What kind of wound is on the coronary heart of The Wound, South African filmmaker John Trengove’s debut characteristic? Is it essentially metaphorical—an emotional wound, or maybe a psychic wound? In all probability, for individuals who wish to dig a bit, nevertheless it’s not as if there isn’t loads of mangled flesh proper on the floor as nicely. (Readers with delicate sensibilities could wish to pre-emptively cringe at this level.) Set among the many Xhosa folks, who inhabit the southernmost a part of South Africa, the movie observes a real-life ceremony of passage wherein younger males journey to a distant mountain location for what quantities to an prolonged group tenting journey. Which sounds swell, besides that the very first thing they expertise upon arrival is ritual circumcision, carried out with out anesthetic, and even a lot in the way in which of prelude. A person kneels in entrance of every teenager with a pointy instrument and casually removes the foreskin, lickety-split, as if he have been clipping a fingernail. The following few weeks are spent bonding whereas slowly therapeutic. Unity and energy in ache.

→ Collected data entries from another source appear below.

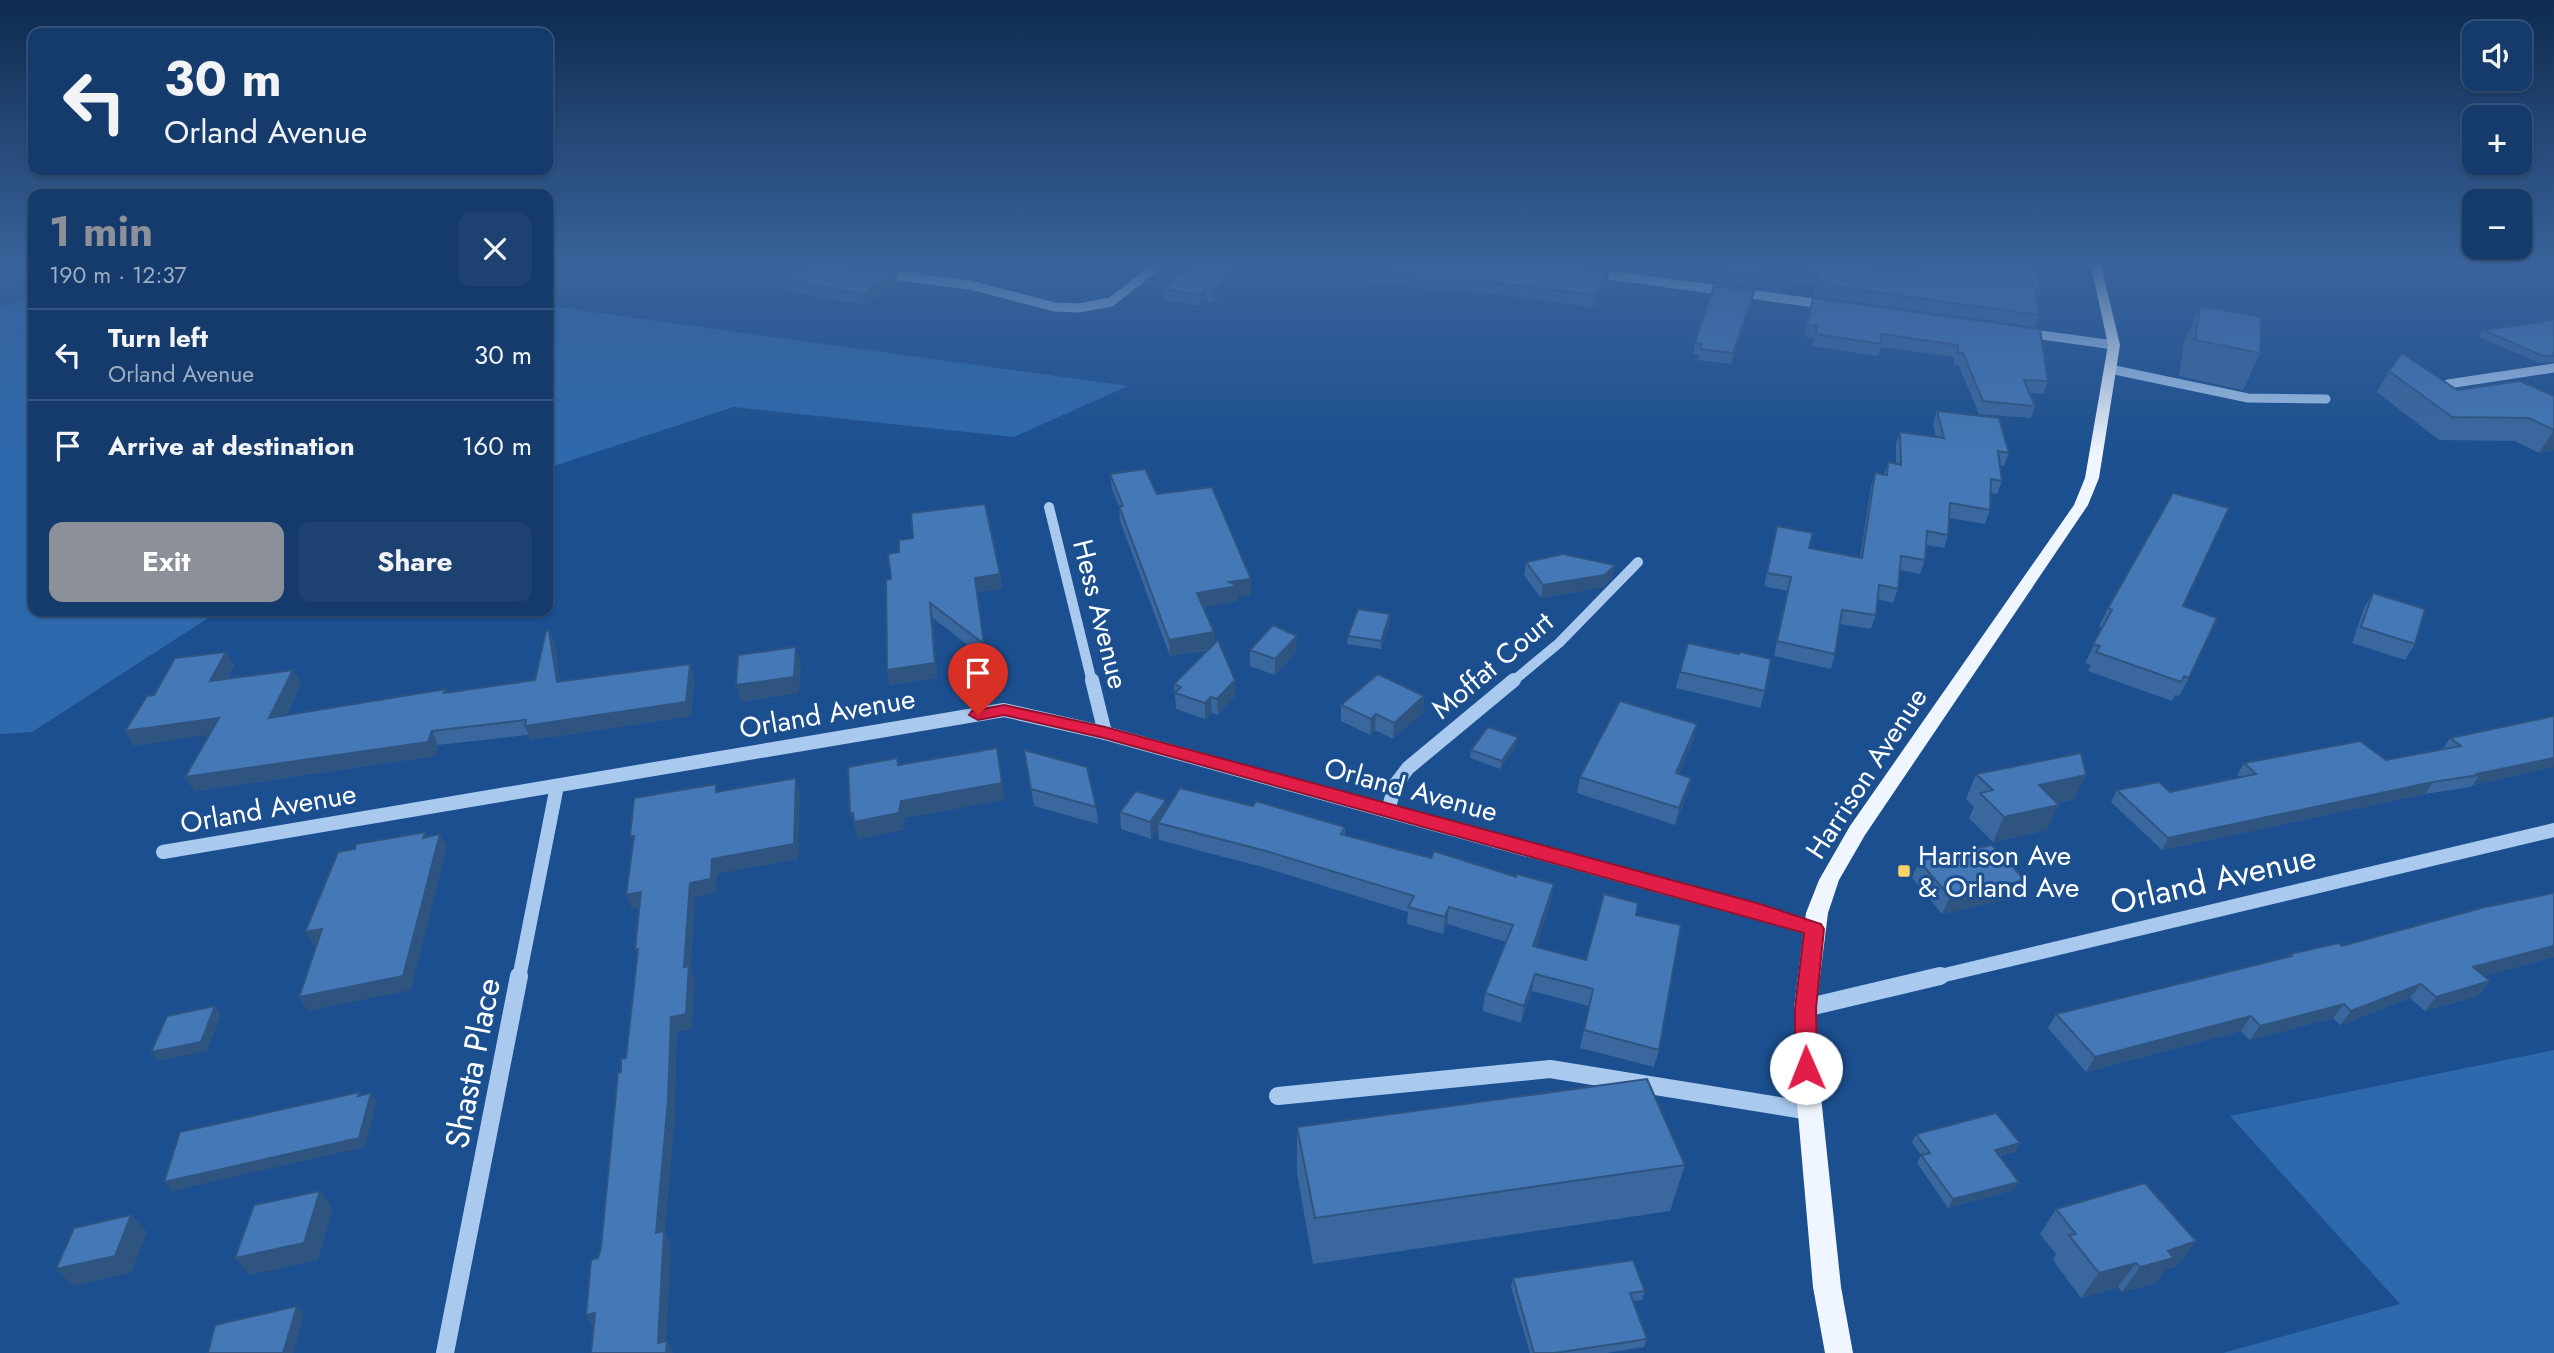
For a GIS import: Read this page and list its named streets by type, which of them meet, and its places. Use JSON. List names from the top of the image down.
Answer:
{
  "streets": {
    "main road": ["Harrison Avenue"],
    "street": [
      "Hess Avenue",
      "Moffat Court",
      "Orland Avenue",
      "Shasta Place"
    ]
  },
  "crossings": [
    ["Hess Avenue", "Orland Avenue"],
    ["Moffat Court", "Orland Avenue"],
    ["Orland Avenue", "Harrison Avenue"],
    ["Orland Avenue", "Shasta Place"]
  ],
  "places": {
    "transit": ["Harrison Ave & Orland Ave"]
  },
  "page": {
    "map_buttons": ["+", "−"],
    "turn": ["30 m", "Orland Avenue"],
    "heading": ["1 min", "190 m · 12:37"],
    "list": [
      {
        "name": "Turn left",
        "note": "Orland Avenue",
        "value": "30 m"
      },
      {
        "name": "Arrive at destination",
        "value": "160 m"
      }
    ],
    "buttons": ["Exit", "Share"]
  }
}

The Wound isn’t a tract arguing for or towards this apply, fortunately. Certainly, Trengove doesn’t even concentrate on the initiates themselves. As a substitute, we view occasions by way of the eyes of Xolani (Nakhane Touré), a barely older man who’s already gone by way of the ritual and now typically returns to function a kind of mentor/drill sergeant, paired with one of many new children. A rich businessman from Johannesburg particularly requests Xolani to toughen up his completely Westernized son, Kwanda (Niza Jay Ncoyini), lest the boy’s habit to iPhones and designer sneakers sap his tribal vitality. Xolani agrees, however for a motive of his personal—one which’s fraught with hazard on this explicit atmosphere, with its unrelenting emphasis on ultra-traditional masculinity. (Aside from one transient crowd shot on the finish, there are not any girls within the film in any respect.) When Kwanda tumbles to what’s happening in secret between Xolani and Vija (Bongile Mantsai), one of many different mentors, he instantly realizes that he could have some surprising leverage.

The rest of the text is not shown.